Mascot for the NFL's Seattle Seahawks

Blitz is the official mascot of the Seattle Seahawks, a team in the National Football Conference of the National Football League. A large blue bird, Blitz made his debut on September 13, 1998, at the Seahawks' home opener at the Kingdome in Seattle, Washington.

After his inception Blitz's appearance changed slightly several times (including subtle changes in color in accordance with the team's updated scheme implemented after moving to Qwest Field in 2002) before a dramatic facelift in 2004, in an effort to make him appear less menacing to children by introducing friendlier facial features. A new look was introduced in 2014, involving an update to Blitz's face that more closely resembles the Seahawks logo. In addition to the longstanding look of a blue anthropomorphic bird of medium height and wearing a Seahawks uniform (number 0), the updated Blitz features the piercing green eyes and blue and gray head represented on the team logo.

A second mascot, named Boom, was also introduced in 2014, as an "official sidekick" to Blitz. In addition to green eyes, Boom features green hair, a backwards Seahawks cap, and a number 00 Seahawks uniform.

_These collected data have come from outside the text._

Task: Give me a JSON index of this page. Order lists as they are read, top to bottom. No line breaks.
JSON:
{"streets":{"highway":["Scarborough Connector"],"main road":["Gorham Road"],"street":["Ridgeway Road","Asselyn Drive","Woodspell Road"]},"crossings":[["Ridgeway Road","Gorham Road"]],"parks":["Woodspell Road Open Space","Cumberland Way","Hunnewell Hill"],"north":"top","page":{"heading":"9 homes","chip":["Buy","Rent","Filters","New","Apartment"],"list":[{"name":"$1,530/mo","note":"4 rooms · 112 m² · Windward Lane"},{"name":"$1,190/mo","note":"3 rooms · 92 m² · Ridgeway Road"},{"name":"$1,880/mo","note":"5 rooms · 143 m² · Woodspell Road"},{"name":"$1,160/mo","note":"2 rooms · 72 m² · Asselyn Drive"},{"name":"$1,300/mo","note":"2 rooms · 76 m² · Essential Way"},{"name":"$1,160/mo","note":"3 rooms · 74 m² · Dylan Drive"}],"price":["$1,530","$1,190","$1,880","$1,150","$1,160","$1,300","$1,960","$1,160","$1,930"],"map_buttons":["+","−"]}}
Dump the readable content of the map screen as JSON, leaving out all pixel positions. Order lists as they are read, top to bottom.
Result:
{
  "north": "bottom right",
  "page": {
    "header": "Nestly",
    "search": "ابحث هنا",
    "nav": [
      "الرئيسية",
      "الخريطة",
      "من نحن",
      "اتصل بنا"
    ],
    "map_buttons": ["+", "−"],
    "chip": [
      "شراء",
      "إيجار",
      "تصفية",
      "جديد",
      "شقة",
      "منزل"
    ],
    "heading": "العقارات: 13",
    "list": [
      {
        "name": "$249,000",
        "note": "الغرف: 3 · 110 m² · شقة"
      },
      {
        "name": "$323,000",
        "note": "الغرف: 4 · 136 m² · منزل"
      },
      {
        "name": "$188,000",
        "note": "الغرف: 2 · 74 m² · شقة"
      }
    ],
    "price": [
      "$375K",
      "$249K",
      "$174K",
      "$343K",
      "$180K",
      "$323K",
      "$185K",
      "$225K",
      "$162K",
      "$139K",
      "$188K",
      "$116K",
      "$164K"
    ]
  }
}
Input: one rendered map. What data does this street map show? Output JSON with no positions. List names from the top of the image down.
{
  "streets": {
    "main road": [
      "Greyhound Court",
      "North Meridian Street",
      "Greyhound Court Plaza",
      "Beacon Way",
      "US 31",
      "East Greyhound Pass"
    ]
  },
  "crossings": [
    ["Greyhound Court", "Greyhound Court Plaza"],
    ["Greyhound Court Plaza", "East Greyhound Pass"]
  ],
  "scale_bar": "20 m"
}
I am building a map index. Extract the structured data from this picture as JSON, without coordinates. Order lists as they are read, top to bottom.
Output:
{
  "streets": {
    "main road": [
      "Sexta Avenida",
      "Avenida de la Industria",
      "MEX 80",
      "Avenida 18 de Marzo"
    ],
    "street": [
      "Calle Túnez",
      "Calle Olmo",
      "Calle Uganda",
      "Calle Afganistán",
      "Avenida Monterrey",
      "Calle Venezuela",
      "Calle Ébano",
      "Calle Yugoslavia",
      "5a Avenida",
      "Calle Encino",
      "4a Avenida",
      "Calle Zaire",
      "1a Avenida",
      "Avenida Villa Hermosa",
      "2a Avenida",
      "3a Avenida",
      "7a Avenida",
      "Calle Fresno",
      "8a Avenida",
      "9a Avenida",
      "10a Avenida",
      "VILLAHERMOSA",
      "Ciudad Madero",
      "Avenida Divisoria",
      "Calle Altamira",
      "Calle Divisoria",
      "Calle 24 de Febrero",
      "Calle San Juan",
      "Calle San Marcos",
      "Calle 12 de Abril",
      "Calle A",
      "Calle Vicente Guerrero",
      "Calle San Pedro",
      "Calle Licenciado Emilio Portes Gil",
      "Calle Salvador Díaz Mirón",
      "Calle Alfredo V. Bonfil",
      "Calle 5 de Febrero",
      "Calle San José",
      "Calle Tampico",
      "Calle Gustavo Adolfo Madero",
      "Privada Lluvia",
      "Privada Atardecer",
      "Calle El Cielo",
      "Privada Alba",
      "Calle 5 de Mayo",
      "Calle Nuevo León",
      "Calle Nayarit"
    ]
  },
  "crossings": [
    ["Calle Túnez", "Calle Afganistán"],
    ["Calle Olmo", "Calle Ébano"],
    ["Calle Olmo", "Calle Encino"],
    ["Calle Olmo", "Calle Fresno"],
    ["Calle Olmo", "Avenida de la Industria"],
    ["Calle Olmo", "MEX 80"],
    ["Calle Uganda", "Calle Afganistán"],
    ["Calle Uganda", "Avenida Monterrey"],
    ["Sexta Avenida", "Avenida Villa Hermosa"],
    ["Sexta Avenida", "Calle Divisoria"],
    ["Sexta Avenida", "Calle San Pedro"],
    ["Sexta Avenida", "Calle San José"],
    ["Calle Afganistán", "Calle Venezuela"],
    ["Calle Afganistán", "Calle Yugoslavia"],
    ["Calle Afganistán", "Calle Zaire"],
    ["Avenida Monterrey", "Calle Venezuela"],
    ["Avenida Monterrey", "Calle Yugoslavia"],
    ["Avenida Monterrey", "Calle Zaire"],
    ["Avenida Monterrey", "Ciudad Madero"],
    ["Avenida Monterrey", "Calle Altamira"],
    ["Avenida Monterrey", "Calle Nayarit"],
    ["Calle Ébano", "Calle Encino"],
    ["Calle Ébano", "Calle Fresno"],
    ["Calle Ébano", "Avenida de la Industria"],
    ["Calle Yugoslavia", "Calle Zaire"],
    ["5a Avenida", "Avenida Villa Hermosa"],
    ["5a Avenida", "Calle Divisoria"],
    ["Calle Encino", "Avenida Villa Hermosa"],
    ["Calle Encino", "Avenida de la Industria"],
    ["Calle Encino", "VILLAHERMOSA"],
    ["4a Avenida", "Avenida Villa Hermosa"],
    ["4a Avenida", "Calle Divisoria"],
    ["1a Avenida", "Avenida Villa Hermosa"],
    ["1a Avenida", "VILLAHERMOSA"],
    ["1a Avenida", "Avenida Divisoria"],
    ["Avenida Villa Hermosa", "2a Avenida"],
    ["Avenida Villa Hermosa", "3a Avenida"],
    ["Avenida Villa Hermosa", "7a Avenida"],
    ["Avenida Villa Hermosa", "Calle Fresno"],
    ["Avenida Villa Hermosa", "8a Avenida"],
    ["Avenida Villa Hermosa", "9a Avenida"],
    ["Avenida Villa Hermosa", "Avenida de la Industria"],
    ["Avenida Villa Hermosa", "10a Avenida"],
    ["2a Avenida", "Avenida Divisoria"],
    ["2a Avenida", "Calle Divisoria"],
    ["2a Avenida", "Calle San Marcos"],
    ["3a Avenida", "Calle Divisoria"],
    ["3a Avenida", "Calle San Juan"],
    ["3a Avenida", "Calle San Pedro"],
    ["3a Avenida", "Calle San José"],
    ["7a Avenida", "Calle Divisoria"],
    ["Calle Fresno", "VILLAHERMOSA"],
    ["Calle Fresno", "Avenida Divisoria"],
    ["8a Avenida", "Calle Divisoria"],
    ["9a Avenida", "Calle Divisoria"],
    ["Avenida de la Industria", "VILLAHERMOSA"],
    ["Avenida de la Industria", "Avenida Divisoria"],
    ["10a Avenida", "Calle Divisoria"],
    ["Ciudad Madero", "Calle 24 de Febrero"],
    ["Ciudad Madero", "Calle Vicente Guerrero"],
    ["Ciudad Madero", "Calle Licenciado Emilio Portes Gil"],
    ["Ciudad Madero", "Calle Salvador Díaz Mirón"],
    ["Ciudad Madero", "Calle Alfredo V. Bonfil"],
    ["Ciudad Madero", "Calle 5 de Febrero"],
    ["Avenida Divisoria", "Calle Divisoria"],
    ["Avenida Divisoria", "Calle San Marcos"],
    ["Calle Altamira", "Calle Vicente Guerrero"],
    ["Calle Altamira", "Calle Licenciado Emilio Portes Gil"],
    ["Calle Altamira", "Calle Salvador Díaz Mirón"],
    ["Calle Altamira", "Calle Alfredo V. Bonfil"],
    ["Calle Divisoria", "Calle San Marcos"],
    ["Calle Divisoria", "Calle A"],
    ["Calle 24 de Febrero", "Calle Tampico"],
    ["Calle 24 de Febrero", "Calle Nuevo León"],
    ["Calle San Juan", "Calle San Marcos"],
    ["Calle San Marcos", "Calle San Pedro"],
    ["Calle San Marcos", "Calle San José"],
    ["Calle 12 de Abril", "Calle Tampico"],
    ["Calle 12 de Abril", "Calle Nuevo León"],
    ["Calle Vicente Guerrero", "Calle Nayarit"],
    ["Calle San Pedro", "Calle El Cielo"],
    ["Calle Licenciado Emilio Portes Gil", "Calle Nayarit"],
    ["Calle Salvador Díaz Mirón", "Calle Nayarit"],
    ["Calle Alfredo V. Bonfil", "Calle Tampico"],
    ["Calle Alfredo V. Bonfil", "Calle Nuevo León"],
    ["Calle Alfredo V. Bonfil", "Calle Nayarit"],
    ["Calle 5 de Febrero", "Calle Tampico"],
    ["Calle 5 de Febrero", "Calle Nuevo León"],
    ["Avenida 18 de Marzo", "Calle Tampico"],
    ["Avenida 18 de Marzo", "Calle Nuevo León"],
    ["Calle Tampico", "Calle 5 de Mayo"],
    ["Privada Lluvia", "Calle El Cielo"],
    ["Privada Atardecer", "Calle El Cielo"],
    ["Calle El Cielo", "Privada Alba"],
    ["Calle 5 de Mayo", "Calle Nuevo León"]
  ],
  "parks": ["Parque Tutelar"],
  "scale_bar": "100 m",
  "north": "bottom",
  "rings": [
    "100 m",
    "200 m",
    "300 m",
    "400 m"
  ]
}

Since the character's introduction in 1998, Blitz has been an integral part in the Seahawks' "Ready, Set, Goals!" reading program for children. In addition to all Seahawks home games, Blitz appears at hundreds of community and charity events throughout the year. He has also appeared at the Super Bowl and the Pro Bowl. The band The Presidents of the United States of America recorded his theme song, "This Is a Blitz."